Mobile cyber-attacks surge as hackers chase banking info

Mobile cyber-attacks surge as hackers chase banking info
Android users faced six times as many cyber-attacks this year than last, according to a new study. Hackers targeted 588,000 mobile users worldwide between August 2013 and July 2014.

Hackers are increasingly targeting smartphone users to get into victims’ bank accounts and steal money, according to security researchers at Kaspersky Lab and Interpol.

Some 60 percent of the malware targeting Android devices was designed to steal banking details or money, as reported by Kaspersky, one of the world’s leading cyber security firms.

The biggest number of cyber-attacks came from the Trojan-SMS malware family, a malicious program which allows hackers access to user bank card data, in addition to user names and passwords for online banking services, the study finds. Trojan-SMS accounts for 57.08 percent of attacks.

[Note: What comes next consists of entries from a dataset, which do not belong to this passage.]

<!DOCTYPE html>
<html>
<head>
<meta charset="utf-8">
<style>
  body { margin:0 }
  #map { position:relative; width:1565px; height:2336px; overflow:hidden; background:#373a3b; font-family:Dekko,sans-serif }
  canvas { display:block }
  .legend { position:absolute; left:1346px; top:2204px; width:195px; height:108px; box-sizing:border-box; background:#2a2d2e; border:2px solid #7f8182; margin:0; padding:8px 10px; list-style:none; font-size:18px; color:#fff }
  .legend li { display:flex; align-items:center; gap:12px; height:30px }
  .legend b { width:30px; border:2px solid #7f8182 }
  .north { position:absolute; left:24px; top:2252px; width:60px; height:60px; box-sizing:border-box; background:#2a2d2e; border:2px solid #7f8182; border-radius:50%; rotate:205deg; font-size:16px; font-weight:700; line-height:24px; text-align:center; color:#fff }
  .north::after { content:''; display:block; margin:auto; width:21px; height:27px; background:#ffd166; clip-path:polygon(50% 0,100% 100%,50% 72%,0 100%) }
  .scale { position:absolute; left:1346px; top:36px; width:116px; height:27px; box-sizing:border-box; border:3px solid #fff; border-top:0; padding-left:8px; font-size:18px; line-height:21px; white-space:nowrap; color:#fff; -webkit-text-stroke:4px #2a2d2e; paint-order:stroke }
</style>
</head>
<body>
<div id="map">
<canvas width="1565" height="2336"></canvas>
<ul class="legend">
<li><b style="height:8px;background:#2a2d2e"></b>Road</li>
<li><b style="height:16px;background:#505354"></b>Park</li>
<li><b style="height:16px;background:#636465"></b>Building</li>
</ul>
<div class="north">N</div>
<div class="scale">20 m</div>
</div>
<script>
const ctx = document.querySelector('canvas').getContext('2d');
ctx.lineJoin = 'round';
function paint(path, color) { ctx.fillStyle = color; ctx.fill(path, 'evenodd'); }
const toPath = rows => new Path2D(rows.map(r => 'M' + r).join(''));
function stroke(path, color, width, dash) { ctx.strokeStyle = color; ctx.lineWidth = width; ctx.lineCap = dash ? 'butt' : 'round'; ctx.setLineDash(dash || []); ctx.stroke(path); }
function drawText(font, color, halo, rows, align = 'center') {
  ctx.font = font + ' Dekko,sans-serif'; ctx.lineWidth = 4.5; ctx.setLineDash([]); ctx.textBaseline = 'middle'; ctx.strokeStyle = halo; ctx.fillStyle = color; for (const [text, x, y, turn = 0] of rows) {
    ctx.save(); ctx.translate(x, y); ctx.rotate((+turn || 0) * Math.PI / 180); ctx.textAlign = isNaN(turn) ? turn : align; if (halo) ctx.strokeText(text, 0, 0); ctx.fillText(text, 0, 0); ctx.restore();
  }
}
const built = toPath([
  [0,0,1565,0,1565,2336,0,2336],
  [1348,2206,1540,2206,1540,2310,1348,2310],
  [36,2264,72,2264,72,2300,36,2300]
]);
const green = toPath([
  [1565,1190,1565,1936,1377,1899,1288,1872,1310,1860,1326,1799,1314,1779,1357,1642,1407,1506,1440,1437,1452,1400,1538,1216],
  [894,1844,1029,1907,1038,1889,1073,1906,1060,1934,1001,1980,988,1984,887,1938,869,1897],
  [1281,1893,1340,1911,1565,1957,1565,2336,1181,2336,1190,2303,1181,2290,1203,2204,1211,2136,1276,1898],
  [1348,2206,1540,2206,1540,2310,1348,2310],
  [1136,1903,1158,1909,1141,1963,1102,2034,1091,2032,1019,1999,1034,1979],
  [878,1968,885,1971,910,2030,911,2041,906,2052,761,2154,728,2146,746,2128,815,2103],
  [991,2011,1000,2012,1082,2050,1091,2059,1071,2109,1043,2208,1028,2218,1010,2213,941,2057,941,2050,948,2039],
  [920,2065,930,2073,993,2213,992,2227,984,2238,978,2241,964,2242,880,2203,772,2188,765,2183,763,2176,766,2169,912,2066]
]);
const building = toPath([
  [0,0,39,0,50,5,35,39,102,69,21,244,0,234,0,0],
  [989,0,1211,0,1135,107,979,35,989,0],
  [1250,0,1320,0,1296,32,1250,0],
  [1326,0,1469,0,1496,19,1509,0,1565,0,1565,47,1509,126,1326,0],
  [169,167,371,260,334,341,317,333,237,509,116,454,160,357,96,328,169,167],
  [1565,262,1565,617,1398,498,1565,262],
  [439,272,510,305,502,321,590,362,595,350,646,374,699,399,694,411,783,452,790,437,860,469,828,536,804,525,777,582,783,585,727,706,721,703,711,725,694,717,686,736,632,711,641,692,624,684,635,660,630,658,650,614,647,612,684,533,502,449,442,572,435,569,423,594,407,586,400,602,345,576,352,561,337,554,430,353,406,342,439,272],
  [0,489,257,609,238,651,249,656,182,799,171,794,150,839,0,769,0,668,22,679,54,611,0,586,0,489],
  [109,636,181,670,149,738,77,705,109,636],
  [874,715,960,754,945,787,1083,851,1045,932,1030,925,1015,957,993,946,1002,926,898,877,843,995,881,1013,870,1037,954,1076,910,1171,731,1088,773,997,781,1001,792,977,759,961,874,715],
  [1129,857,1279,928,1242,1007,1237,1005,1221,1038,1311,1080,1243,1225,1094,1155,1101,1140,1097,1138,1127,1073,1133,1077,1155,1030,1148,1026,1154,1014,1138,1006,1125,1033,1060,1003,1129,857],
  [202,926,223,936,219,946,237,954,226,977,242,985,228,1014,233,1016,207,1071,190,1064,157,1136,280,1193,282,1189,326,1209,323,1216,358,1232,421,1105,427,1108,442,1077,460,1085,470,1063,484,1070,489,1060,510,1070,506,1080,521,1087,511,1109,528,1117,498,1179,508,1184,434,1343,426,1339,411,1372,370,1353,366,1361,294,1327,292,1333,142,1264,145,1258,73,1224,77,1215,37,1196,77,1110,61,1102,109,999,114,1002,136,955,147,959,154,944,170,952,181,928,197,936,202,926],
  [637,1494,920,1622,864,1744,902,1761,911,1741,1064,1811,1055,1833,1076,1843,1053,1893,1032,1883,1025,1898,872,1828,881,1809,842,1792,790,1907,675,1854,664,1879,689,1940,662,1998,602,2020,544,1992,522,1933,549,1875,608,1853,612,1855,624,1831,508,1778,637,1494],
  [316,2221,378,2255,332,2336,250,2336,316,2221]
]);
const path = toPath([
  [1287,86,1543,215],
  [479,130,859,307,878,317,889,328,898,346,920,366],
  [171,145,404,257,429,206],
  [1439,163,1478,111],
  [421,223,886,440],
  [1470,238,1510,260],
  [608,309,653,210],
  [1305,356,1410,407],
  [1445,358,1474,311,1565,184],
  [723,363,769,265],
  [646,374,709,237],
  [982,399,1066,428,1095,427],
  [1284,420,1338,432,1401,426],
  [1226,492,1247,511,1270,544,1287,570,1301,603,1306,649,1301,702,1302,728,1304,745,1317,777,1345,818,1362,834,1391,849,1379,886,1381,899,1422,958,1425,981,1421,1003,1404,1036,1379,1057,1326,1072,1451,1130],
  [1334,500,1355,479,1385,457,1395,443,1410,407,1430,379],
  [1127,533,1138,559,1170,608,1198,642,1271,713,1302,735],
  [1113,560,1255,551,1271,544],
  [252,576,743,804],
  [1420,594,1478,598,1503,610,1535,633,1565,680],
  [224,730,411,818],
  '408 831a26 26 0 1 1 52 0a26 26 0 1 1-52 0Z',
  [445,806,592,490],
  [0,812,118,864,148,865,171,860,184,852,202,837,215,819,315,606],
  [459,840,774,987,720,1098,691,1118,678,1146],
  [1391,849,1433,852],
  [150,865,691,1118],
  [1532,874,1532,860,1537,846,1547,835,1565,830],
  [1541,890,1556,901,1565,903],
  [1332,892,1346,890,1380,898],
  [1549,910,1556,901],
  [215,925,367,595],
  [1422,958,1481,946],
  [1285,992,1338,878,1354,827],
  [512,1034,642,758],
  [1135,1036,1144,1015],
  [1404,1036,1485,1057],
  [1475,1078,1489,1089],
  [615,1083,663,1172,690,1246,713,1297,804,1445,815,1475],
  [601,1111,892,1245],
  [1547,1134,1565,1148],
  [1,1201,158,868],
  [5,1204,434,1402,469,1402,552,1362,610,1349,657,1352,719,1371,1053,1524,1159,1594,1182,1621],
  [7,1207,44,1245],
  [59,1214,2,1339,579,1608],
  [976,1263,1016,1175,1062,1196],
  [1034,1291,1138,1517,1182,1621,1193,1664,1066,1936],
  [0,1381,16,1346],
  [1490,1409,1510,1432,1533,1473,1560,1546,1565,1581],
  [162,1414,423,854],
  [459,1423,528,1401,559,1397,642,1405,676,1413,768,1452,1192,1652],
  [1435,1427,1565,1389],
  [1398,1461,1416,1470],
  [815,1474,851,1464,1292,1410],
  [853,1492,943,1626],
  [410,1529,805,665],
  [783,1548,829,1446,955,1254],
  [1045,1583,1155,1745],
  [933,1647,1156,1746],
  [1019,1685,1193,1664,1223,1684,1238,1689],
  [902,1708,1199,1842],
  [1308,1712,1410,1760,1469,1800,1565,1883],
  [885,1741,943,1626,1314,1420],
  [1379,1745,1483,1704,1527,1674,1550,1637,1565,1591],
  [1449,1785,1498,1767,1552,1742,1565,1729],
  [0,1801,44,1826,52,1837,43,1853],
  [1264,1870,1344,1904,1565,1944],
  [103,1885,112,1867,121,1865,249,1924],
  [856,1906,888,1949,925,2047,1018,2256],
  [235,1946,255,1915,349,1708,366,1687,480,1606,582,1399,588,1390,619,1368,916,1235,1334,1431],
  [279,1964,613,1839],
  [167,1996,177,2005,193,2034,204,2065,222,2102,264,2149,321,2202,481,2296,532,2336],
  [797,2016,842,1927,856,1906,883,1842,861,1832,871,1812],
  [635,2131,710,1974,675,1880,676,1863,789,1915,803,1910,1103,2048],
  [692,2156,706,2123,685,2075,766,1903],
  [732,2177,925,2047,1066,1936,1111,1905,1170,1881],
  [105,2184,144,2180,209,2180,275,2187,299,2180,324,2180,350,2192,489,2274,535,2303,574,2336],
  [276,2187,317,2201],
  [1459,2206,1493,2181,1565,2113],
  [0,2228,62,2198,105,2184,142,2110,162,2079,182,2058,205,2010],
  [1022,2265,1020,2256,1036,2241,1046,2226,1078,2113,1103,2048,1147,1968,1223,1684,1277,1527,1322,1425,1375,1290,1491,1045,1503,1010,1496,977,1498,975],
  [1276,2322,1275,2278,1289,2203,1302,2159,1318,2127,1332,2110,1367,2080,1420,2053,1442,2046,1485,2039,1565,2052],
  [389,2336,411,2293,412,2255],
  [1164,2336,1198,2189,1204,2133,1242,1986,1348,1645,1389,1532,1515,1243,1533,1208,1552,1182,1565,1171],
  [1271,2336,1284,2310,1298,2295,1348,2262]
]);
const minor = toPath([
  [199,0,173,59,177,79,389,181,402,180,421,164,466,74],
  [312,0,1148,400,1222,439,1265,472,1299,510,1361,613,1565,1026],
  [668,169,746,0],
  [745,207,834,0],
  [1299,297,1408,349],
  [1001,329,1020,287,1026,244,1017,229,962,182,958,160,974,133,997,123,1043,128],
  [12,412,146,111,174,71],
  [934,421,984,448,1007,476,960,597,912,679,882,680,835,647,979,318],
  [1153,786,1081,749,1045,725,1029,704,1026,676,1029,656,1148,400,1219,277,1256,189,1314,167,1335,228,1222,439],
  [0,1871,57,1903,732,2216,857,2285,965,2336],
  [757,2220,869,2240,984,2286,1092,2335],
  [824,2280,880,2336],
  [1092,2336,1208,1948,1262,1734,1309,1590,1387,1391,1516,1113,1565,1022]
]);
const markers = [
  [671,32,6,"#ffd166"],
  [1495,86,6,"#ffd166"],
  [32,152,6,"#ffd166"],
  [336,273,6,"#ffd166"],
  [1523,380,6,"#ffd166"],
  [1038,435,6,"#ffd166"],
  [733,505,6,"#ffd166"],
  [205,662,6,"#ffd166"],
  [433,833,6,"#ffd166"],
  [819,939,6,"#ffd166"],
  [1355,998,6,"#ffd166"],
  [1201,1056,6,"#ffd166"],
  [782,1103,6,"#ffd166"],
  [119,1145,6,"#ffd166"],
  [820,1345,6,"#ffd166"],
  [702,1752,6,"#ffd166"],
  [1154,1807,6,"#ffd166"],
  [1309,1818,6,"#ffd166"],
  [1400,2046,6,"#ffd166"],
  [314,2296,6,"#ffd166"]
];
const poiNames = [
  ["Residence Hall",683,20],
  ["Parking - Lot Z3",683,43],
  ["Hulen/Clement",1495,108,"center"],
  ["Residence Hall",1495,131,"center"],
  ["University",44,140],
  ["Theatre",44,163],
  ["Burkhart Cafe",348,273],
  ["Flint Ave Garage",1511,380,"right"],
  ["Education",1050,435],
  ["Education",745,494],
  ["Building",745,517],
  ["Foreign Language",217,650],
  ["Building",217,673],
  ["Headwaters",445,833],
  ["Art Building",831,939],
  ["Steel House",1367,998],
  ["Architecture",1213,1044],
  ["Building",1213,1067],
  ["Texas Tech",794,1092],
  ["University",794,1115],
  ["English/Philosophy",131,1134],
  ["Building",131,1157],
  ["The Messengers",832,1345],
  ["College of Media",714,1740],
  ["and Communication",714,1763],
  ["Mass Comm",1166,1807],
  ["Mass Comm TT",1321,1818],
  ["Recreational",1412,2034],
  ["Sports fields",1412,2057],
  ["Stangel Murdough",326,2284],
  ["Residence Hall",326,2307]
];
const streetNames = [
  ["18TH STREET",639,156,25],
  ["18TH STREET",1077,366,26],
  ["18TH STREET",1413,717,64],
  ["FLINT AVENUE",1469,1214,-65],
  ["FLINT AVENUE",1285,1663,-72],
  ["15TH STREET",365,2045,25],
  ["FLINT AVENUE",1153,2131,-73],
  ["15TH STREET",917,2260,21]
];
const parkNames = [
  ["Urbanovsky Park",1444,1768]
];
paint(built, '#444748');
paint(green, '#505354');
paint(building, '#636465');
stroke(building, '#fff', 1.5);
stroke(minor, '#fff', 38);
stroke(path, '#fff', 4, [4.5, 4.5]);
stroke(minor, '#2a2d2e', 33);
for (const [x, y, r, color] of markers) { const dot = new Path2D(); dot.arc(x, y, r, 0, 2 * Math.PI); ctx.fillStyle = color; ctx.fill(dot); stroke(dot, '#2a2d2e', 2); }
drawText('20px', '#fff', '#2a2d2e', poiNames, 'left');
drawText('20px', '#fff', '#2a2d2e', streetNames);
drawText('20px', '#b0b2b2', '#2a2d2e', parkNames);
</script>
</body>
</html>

“One infection is enough to give cybercriminals access to all the financial assets of their victims. In the case of Trojan-SMS, hackers need dozens or even hundreds of successful attacks to reap tangible benefits,” Roman Unuchek, a senior anti-malware expert at Kaspersky, explained in the study’s press release.

The report also warns about the danger of downloading third-party mobile applications.

“Third party apps pose a security threat to users who enable the installation of apps from unverified sources. These unverified packages may carry malware that would be installed on a device without the user's permission or knowledge," it said.

Hackers often lure users with malware disguised as free games or pornography. One new Trojan, masked as a tic-tac-toe application, covertly steals user data and email correspondence after installation.

“Such seemingly innocuous apps like tic-tac-toe give cybercriminals access to a vast amount of both personal and corporate data,” Anton Kivva, a Kaspersky Lab cyber security expert, told MR7.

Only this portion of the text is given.